These findings show that, like STN lesions (11), STN DBS reduced the willingness of the animals to work for cocaine, but increased their willingness to work for sucrose. We then tested whether the repeated application of STN DBS during the long sessions of PR testing [mean cocaine PR session duration in the stimulated group: 160 (±6) min] could have damaged the STN and reproduced the behavioral effects of a lesion. We thus tested the reversibility of the effects by activating the stimulation in the animals from the former control group and stopping the stimulation in the former STN DBS group of the cocaine experiment.
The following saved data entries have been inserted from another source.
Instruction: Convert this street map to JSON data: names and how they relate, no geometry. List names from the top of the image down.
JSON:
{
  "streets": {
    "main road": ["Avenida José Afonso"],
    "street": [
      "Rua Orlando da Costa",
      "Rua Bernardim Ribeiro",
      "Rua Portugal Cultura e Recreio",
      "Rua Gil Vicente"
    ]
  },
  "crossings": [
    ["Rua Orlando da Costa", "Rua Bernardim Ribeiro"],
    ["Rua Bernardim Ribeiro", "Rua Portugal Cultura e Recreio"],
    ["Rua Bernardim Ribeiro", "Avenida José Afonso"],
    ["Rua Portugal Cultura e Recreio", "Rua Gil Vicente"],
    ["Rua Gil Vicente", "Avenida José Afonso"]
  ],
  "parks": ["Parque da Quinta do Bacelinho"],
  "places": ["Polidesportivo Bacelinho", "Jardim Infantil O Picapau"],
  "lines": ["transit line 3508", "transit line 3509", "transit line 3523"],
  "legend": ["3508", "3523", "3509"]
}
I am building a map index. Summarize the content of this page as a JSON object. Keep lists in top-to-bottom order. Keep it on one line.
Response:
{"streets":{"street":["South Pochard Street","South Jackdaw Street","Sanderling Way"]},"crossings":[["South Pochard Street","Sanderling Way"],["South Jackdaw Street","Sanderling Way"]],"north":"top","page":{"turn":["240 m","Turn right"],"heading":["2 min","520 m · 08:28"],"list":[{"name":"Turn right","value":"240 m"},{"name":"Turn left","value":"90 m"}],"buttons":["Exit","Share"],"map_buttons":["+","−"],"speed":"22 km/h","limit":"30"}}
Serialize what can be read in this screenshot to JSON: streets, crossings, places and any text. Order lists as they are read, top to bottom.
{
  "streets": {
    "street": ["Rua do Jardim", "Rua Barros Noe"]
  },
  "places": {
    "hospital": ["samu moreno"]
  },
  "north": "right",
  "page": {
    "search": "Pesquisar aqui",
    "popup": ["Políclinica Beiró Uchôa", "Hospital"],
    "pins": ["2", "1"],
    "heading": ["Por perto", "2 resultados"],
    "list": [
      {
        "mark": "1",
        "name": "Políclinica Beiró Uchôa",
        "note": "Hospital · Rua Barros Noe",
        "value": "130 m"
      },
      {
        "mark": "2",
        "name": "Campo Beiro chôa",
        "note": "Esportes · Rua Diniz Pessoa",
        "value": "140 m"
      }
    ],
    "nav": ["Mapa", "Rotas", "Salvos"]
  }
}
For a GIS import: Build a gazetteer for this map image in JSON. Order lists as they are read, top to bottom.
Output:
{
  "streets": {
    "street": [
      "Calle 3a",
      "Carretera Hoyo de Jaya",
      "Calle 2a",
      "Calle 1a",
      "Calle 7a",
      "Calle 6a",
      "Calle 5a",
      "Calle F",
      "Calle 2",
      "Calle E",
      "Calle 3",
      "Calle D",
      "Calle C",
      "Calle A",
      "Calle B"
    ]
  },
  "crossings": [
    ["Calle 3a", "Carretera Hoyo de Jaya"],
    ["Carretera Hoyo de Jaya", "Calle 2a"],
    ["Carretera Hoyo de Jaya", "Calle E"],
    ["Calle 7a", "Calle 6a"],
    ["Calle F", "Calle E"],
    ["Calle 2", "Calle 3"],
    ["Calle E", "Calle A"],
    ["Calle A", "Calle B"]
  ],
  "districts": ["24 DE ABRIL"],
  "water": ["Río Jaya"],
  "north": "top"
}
When the former control animals were stimulated, the mean number of cocaine injections sought in the PR task was significantly diminished, whereas in the former STN DBS animals (which were no longer under stimulation) the number of cocaine injections sought increased, thus proving the reversibility of DBS effects (P < 0.05, paired t test for both groups). The “new control” and “new STN DBS” animals differed significantly in terms of number of injections obtained [11.57 (±0.43) vs. 9.29 (±0.91) injections respectively, ANOVA F(1,14) = 6.95, P < 0.05; Fig. 3A]. In terms of ratio (or breaking point), the now-stimulated animals showed a reduction of 46%, whereas stopping the DBS resulted in a 36% increase of the breaking point, and the two groups remained significantly different [63.4 (±12.16) vs. 97.34 (±9.62), ANOVA F(1,14) = 5.65, P < 0.05; Fig. 3B].

Fig. 3.

Fig. 3.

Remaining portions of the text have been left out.